Makhad Trust
- Company type: Charity
- Founded: 29 October 2003
- Headquarters: United Kingdom
- Website: www.makhad.org

= Makhad Trust =

The Makhad Trust is a UK charity that works to sustain the environment and the natural heritage of peoples living in the nomadic regions of the world. The organisation gained charitable status in 2003 (registered no. 100377).

==Aims==
The word ‘makhad’ in Arabic means ‘meeting place’. The aim of the Makhad Trust is to provide a meeting place in nomadic regions of the world and to assist nomadic peoples who wish to restore their ancient connection to the land. Working with local entrepreneurs the Makhad Trust helps these peoples in organising projects which promote sustainable living and protect their traditional cultures.

==Work==

===Sinai===
The Makhad Trust operates primarily in the southern Sinai Peninsula in the region of Saint Catherine's Monastery, but also in Tibet and the Arctic Circle. The work of the Trust includes the restoration of the ancient gardens of the Bedouin tribes in the mountains of South Sinai Governorate, as well as the building of small dams that collect water for these gardens. It assists in the construction and restoration of drinking wells in the desert, plus the building of community schools, a medicinal herb school, a craft centre, a computer centre and a Bedouin museum.

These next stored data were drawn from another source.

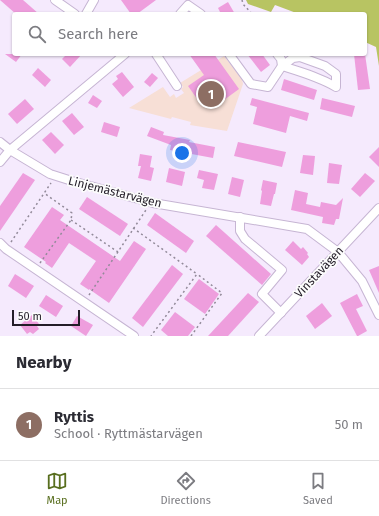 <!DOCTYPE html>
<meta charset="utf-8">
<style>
:root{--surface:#fff;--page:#f2f2f3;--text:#2b2b33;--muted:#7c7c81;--line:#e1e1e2;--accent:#586e1e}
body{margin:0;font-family:"Fira Sans",sans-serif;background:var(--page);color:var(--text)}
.scale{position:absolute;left:12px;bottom:10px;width:68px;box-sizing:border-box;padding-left:4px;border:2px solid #231d28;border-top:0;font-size:11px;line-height:14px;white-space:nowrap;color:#231d28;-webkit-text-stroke:3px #fcfcfc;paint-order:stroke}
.you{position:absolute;left:182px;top:153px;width:14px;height:14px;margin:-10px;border:3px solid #fff;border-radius:50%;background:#1a73e8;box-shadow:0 0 0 6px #1a73e833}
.badge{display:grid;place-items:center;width:26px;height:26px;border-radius:50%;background:var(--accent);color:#fff;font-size:13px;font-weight:700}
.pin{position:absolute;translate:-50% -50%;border:2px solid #fff;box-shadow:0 1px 4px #0006}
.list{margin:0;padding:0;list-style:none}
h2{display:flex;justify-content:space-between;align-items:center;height:52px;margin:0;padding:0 16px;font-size:17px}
h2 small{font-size:13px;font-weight:400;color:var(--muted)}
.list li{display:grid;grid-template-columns:26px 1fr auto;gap:12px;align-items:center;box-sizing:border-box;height:72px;padding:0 16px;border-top:1px solid var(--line)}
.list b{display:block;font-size:15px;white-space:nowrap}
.list p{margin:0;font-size:13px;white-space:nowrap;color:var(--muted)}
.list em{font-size:13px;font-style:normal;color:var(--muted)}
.icon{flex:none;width:22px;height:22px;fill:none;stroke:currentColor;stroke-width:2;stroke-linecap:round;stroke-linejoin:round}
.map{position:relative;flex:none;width:379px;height:336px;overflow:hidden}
.search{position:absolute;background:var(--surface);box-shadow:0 1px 3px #0004;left:12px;right:12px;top:12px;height:44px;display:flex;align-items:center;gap:10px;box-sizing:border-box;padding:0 14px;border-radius:4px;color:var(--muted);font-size:15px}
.sheet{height:124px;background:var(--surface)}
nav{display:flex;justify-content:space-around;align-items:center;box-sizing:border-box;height:56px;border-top:1px solid var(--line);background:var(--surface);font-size:11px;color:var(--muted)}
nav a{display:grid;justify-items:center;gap:2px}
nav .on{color:var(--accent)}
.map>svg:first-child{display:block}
</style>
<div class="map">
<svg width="379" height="336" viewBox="0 0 379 336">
<rect width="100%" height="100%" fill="#f5eafd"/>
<!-- education -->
<polygon fill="#f7dfd6" points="224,56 242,79 243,84 227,131 190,125 191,122 172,117 171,119 129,108 163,87 170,97 174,94 176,98 184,93 181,89 183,87 180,83"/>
<!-- forest -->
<polygon fill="#b8c462" points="246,0 379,0 379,66 376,47 365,42 365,14 299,14 275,5 271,12 248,4"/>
<!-- building -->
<g fill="#ee9edd">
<polygon points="0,0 23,0 39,14 16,14"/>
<polygon points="121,0 156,0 137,14 131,14"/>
<polygon points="228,2 235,14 221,14 218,8"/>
<polygon points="5,54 22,54 16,62"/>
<polygon points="67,54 82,54 70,67 62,59"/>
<polygon points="189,54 214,54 239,89 224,100 217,90 200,103 188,86 204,75"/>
<polygon points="247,54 262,54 270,65 261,72"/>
<polygon points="354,54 365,54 370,89 358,90"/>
<polygon points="38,68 51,80 45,87 32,75"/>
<polygon points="122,72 134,87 123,97 112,84 118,79 116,76"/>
<polygon points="152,73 158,78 150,87 144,82"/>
<polygon points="284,79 317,90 314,100 281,90"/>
<polygon points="93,95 102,101 97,108 88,103"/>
<polygon points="252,98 309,113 307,121 290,116 286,133 253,124 257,107 250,105"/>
<polygon points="322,98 355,106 352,117 320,109"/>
<polygon points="25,99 34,109 17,124 8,114"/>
<polygon points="72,113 84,127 74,135 62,121"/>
<polygon points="104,122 120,127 117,137 101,132"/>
<polygon points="151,127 164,132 163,135 190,140 189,142 215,147 213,158 170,150 171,145 147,136"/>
<polygon points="51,132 64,145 55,154 42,140"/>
<polygon points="238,142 286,152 282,167 234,156"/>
<polygon points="379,147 379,167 369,157"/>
<polygon points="140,154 152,156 150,167 154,168 151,181 138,178 141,166 138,166"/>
<polygon points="303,155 315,156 313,175 300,173"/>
<polygon points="329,163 342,165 339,184 327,183"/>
<polygon points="169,168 185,172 182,186 166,182"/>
<polygon points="199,170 218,174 214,190 202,188 204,180 197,178"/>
<polygon points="23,173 35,180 0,231 0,206"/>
<polygon points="365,173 375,181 360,197 351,189"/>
<polygon points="232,177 244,180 240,197 228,194"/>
<polygon points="263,180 277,183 275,194 274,194 271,206 260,204 262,191 261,190"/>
<polygon points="295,190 308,193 306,204 320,207 321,202 336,205 343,198 339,219 336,219 334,225 322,223 323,217 291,210"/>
<polygon points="87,197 128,224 120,236 79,209"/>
<polygon points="52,207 64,215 60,220 120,261 134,241 146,249 109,303 89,289 89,290 80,284 96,261 69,243 52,268 45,263 46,262 24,247"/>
<polygon points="155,213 194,241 186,253 147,225"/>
<polygon points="216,225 271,274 262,285 206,236"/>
<polygon points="293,241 301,249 303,247 308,253 307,254 309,257 302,265 285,250"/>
<polygon points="172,265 183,274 143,327 132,318"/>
<polygon points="379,266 379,293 369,270"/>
<polygon points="15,274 34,286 26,298 8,286"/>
<polygon points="199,279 219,294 205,314 184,299"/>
<polygon points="248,293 259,302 228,336 208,336"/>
<polygon points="357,294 363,306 356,309 367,331 358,336 357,336 340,303"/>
<polygon points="46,295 63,306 56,317 39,306"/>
<polygon points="322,303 332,316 315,329 306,316"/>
<polygon points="175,312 195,327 188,336 168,336 161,330"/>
<polygon points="32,315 39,324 37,326 39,329 33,334 30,332 27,334 20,325"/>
<polygon points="77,316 93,325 86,336 71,326"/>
</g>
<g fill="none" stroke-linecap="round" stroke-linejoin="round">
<defs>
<g id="street">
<polyline points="55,0 75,14"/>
<polyline points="86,14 94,0"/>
<polyline points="180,14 188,5 201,14"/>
<polyline points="156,54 177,86"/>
<path d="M 229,54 L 251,84 L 268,87 L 282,66 L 293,58 L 300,57 L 325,66 L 336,74 L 336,87 C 319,77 301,72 282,66"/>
<polyline points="277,54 281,59 282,66"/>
<polyline points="0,142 10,150 50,174 72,181 153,203 307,229 338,252 362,281 379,315"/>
<polyline points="0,162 10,150 125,54"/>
<polyline points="240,217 240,231 245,239 282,270 262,294 281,313"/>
<polyline points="0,243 6,249 134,336"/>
<polyline points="259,336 379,208"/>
</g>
</defs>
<!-- street casing -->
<use href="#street" stroke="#c6b5d3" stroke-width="10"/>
<!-- path -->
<g stroke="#928a99" stroke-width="1.5" stroke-dasharray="2 3" stroke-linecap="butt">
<polyline points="242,0 243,4 252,14"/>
<polyline points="71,220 118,252"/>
<polyline points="133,228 197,274 151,336"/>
<polyline points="11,242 51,183"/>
<polyline points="40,263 71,220 72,213 44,193"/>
<polyline points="89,295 146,210"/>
<polyline points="191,336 222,293 197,274"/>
</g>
<!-- street -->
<use href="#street" stroke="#fff" stroke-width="8"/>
</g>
<g text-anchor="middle" stroke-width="3.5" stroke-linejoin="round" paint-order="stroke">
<!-- street labels -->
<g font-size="12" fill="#231d28" stroke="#fcfcfc">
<text transform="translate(115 192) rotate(14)" y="4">Linjemästarvägen</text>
<text transform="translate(319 272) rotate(-47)" y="4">Vinstavägen</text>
</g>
</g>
</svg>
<div class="scale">50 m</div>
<div class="you"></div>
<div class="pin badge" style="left:211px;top:94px;background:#8d6e63">1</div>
<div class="search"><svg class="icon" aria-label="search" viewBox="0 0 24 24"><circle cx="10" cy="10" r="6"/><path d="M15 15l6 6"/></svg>Search here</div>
</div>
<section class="sheet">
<h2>Nearby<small></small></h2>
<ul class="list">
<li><span class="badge" style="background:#8d6e63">1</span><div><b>Ryttis</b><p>School · Ryttmästarvägen</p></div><em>50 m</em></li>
</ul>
</section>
<nav>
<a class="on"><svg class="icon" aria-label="map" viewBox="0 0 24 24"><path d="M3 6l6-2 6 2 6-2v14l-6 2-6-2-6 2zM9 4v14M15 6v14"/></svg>Map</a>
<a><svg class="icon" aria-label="directions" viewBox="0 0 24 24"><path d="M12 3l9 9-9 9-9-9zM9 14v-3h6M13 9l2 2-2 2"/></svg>Directions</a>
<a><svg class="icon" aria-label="saved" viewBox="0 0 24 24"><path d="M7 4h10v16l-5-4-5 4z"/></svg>Saved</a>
</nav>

One of the most important ongoing projects is the restoration of Ain Khudra "Green Spring", an ancient oasis and settlement dating back to before the Exodus of the Hebrew Bible.

===Tibet===
In Tibet projects include the restoration of Buddhist prayer walls in the Terton Chogar Gompa and the restoration of murals in the Lukhang Temple near Llasa.

===Funding===
This work is funded through charitable donations, through sponsorship of a specific project, by a series of working journeys in the Sinai mountains or retreat journeys in the Sinai desert, and by grants from charitable trusts.

===Partners===
The Makhad Trust works in partnership with the Eden Project, Jebeliya NGO (Egypt), the Centre for Himalayan Studies, The Buddhist Association, Lhasa (Tibet), the Waldorf College Project, Ruskin Mill Education Trust, SEKEM (Egypt) and the Isbourne Foundation.